In a subset of patients (n = 5) TERT promoter mutation was evaluated through ddPCR. FFPE tissue samples were tested using TERT C228T dHsaEXD72405942 and TERT C250T dHsaEXD46675715 (Bio-Rad Laboratories, CA, USA) probes as previously described [16].

Statistical analyses

Descriptive analyses were evaluated by Fisher’s exact test or Mann–Whitney U-test for categorical or continuous variables, respectively. The primary and secondary study outcomes were PPS and OS, respectively. We anticipated that therapeutic strategies at recurrence could bias OS either by including patients without recurrence (sample bias) or taking into consideration the time before recurrence, which was not affected by the treatment initiated after first recurrence (lead-time bias).

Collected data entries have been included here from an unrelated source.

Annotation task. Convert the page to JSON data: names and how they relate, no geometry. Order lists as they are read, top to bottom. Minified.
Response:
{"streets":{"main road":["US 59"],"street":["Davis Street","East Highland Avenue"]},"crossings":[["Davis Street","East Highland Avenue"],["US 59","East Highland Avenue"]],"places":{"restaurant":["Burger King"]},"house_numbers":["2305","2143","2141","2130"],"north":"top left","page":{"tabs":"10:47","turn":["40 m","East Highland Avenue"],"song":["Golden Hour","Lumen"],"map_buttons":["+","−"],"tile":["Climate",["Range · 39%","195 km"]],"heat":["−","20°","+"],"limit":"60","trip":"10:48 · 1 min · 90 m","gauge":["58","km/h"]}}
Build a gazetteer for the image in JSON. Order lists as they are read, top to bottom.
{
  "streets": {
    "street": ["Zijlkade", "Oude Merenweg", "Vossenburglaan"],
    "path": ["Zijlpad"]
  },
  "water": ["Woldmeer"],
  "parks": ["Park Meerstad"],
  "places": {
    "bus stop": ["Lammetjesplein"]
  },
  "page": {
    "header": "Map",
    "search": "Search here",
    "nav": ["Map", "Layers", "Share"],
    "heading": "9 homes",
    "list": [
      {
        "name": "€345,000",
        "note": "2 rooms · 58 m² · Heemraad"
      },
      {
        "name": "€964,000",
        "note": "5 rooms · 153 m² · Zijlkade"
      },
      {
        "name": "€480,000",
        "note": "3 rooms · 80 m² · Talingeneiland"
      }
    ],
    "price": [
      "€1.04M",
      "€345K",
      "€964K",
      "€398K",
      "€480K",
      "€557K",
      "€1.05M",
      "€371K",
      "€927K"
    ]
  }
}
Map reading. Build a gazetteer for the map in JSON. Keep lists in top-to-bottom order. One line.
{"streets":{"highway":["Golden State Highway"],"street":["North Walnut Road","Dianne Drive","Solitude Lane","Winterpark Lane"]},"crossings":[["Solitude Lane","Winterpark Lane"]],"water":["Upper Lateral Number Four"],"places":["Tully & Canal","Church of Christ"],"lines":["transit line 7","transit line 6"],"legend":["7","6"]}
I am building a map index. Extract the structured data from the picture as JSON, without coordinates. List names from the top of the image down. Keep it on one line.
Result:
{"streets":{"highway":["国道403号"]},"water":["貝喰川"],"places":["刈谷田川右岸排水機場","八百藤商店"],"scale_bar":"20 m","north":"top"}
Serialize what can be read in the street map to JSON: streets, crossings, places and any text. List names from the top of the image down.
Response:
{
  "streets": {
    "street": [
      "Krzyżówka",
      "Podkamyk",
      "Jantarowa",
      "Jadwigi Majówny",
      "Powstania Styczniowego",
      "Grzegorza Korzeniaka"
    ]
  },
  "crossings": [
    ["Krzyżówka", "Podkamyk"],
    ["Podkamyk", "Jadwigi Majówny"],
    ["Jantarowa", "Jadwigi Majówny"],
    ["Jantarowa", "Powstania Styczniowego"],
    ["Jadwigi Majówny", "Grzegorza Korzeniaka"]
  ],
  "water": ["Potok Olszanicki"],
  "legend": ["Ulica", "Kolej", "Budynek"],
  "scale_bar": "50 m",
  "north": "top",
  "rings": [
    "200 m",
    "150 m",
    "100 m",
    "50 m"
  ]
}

This lead time bias has been demonstrated in studies of GBM reoperation [17]. The Kaplan–Meier method was used to plot survival curves and the statistical significance was examined by the log-rank test. Multivariate Cox proportional hazard regression models were used to calculate the hazard ratio (HR) estimates with 95% confidence intervals (95% CI), adjusted for the known variables that affect survival. A p-value of < 0.05 was considered statistically significant. All statistical analyses were performed in EZR (v.1.40) [10, 18] and GraphPad Prism (version 9.0, La Jolla, CA, USA).

Results

Cohort characteristics

Five hundred and thirty (530) infiltrating gliomas were identified between 2010 to 2019 from our institutional registry. We selected 29 rGBM patients treated with TTFields that fulfilled the inclusion criteria (Online Resource 1). The median age was 58 years (range 40–70 years). The majority of patients (n = 19, 66%) were male, and 11 (38%) patients had a preoperative KPS ≥ 80. All patients were treated with maximal safe resection with 9 (33%) having gross-total resection (GTR), and 28 (97%) were treated according to the Stupp protocol [1].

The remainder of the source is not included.